### Excerpted records:
○ ○ ○ ○ ○ ○ ○

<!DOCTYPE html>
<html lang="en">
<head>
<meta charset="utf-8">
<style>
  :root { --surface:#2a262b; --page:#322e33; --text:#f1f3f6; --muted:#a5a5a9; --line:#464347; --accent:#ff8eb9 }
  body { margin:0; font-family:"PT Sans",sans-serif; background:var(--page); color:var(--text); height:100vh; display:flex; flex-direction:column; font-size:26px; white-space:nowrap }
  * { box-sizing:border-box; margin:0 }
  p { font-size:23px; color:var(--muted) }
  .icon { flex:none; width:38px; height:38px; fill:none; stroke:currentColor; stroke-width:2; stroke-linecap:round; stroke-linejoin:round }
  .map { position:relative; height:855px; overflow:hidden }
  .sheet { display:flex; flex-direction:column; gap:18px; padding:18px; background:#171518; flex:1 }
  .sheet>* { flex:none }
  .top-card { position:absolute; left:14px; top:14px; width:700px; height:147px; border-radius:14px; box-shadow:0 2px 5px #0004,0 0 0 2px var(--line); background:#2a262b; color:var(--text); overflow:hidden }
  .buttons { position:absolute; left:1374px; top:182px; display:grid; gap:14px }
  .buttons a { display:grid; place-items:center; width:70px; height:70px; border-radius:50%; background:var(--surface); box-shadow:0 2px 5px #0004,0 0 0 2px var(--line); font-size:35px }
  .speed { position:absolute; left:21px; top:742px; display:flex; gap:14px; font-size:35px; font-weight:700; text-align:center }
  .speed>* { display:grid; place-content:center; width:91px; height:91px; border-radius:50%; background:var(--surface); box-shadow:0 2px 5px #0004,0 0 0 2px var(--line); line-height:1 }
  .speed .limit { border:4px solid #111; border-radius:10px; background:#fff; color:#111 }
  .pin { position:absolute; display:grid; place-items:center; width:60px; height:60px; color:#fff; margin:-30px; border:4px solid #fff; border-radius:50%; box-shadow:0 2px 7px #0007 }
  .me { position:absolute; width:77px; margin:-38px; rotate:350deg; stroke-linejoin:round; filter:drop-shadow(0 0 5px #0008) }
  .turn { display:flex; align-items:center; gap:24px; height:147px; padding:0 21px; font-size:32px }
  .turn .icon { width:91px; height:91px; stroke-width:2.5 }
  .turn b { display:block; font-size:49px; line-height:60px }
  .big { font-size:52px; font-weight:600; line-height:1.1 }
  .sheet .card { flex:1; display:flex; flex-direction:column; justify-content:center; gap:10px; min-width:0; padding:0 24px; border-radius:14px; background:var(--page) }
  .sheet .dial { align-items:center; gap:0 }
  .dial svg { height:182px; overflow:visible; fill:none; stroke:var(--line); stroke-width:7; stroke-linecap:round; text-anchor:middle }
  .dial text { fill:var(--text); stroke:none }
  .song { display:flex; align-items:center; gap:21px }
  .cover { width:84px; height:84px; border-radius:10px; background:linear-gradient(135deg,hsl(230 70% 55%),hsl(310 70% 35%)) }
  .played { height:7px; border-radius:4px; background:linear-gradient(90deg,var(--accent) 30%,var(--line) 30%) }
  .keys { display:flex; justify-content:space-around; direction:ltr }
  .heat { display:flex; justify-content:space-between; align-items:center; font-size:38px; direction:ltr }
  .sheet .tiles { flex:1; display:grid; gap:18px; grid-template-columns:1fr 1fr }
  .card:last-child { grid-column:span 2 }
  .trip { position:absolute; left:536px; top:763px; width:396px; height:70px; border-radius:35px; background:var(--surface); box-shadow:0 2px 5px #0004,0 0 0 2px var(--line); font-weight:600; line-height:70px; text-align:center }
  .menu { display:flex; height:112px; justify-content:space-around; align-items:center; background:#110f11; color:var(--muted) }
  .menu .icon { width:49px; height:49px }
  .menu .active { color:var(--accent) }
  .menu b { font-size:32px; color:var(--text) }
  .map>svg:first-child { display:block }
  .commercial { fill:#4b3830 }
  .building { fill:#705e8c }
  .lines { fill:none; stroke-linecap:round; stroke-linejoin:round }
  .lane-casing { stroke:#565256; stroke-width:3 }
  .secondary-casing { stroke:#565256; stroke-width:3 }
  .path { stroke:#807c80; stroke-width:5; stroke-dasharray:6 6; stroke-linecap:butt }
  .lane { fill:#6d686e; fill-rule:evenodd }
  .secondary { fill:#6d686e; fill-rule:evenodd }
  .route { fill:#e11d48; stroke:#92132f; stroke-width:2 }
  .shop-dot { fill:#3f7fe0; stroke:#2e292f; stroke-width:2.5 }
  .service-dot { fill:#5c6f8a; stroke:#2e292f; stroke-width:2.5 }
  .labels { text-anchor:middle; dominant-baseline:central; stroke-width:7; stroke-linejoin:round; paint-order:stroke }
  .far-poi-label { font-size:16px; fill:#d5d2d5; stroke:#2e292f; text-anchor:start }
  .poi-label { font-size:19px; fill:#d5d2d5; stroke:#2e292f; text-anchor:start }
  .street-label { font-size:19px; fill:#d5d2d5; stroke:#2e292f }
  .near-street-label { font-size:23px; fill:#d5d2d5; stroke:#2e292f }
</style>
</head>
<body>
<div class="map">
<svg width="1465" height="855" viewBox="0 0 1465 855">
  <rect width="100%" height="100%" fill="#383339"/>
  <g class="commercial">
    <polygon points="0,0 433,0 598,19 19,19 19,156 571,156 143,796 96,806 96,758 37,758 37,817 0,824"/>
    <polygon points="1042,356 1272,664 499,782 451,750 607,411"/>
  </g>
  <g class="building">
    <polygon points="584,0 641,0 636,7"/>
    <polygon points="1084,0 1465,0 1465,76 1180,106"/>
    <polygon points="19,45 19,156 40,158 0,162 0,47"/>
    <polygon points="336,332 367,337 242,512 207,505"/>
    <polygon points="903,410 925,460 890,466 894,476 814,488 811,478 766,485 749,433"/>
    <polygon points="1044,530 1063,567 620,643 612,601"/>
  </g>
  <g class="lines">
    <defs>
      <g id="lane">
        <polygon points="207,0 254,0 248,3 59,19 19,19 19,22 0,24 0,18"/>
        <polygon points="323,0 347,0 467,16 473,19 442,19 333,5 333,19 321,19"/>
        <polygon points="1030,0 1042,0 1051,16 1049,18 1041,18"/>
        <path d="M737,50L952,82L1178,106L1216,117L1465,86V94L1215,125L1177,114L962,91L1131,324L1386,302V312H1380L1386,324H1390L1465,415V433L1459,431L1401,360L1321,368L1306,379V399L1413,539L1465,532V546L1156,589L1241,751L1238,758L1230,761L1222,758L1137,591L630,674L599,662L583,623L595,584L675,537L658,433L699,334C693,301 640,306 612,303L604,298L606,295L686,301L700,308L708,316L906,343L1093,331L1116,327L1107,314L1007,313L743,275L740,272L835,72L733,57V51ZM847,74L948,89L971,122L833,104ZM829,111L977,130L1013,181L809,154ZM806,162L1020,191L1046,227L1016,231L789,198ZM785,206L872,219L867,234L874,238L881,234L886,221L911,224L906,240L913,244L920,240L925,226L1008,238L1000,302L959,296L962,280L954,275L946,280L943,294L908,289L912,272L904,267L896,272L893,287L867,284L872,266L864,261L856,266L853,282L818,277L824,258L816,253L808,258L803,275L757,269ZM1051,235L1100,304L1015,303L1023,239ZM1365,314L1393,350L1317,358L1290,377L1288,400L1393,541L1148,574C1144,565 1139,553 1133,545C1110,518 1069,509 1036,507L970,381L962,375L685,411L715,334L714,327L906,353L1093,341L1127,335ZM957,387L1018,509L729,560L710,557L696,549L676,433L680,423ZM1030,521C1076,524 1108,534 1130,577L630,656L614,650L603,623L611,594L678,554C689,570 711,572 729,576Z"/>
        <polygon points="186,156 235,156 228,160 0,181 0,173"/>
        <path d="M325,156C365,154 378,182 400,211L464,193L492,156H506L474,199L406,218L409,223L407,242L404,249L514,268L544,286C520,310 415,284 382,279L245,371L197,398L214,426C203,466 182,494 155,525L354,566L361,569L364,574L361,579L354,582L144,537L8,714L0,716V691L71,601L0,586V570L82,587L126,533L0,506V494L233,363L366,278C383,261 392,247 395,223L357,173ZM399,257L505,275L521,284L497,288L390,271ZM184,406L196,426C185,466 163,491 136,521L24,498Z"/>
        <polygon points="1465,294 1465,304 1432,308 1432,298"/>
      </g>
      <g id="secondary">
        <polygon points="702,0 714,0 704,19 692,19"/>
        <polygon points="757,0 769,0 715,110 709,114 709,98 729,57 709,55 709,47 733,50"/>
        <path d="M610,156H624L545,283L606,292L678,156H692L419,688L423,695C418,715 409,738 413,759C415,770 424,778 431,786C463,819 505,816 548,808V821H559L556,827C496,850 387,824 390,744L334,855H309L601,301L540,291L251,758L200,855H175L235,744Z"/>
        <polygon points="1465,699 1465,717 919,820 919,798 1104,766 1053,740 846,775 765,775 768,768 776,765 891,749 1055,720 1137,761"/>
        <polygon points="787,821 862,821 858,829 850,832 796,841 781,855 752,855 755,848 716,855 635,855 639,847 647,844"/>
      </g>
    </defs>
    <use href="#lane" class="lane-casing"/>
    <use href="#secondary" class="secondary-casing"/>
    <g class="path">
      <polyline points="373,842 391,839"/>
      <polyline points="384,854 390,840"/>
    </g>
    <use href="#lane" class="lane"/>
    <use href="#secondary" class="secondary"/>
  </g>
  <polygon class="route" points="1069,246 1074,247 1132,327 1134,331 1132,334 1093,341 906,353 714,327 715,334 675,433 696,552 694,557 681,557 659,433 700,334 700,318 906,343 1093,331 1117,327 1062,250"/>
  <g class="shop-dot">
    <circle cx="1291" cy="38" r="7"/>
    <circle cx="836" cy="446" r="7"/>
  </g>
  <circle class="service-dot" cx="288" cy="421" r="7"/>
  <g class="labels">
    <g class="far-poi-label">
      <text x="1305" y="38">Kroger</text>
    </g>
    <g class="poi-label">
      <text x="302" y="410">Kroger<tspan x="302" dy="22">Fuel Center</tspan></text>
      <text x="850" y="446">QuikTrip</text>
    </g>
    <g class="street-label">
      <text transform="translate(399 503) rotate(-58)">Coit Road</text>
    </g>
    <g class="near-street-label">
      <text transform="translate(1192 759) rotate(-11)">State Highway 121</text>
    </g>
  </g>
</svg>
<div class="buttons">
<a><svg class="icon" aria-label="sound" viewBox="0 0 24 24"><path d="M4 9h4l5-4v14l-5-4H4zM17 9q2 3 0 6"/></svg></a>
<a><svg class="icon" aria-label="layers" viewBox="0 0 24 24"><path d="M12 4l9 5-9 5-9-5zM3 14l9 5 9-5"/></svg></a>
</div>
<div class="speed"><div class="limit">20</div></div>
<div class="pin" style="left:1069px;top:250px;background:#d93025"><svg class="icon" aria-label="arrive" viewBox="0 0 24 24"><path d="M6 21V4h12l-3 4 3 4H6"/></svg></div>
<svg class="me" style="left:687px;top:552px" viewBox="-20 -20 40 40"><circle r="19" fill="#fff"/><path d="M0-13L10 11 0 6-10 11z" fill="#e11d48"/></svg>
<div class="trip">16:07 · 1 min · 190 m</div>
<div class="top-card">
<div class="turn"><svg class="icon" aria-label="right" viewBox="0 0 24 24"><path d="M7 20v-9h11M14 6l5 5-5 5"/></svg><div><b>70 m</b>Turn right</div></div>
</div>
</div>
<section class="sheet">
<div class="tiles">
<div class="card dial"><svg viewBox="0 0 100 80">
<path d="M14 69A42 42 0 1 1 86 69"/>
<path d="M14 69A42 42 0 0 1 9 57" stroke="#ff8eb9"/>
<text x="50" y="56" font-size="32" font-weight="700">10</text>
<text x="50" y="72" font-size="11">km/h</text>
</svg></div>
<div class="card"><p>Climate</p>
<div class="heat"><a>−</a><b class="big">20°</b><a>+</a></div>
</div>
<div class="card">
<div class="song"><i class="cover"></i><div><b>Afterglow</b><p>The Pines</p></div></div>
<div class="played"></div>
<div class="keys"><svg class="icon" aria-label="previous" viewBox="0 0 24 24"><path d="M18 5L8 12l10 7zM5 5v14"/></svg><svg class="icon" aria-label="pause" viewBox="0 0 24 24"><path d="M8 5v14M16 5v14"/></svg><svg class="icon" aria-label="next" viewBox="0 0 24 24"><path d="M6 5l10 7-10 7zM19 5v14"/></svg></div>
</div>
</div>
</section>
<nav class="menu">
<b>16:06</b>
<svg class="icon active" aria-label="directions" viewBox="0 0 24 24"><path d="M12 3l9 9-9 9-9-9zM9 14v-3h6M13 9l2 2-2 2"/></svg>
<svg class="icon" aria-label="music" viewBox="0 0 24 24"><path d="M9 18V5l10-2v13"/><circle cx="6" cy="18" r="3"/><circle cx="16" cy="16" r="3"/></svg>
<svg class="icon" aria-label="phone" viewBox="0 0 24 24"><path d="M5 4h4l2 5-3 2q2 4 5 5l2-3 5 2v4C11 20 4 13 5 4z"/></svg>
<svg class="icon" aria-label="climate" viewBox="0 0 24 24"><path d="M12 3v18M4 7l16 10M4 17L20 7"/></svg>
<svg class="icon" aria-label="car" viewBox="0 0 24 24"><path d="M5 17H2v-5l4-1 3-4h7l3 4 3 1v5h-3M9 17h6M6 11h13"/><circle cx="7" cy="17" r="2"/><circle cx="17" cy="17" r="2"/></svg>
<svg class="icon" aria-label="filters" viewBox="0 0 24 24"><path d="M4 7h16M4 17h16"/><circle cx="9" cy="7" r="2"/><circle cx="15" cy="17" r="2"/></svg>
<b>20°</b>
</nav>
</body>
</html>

○ ○ ○ ○ ○ ○ ○

### The task:
Search the listing above for the lines with "20v-9h11M14 6l5 5-5" and "69A42 42 0 1", then output those lines and all lines between them exactly.

### Answer box:
<div class="turn"><svg class="icon" aria-label="right" viewBox="0 0 24 24"><path d="M7 20v-9h11M14 6l5 5-5 5"/></svg><div><b>70 m</b>Turn right</div></div>
</div>
</div>
<section class="sheet">
<div class="tiles">
<div class="card dial"><svg viewBox="0 0 100 80">
<path d="M14 69A42 42 0 1 1 86 69"/>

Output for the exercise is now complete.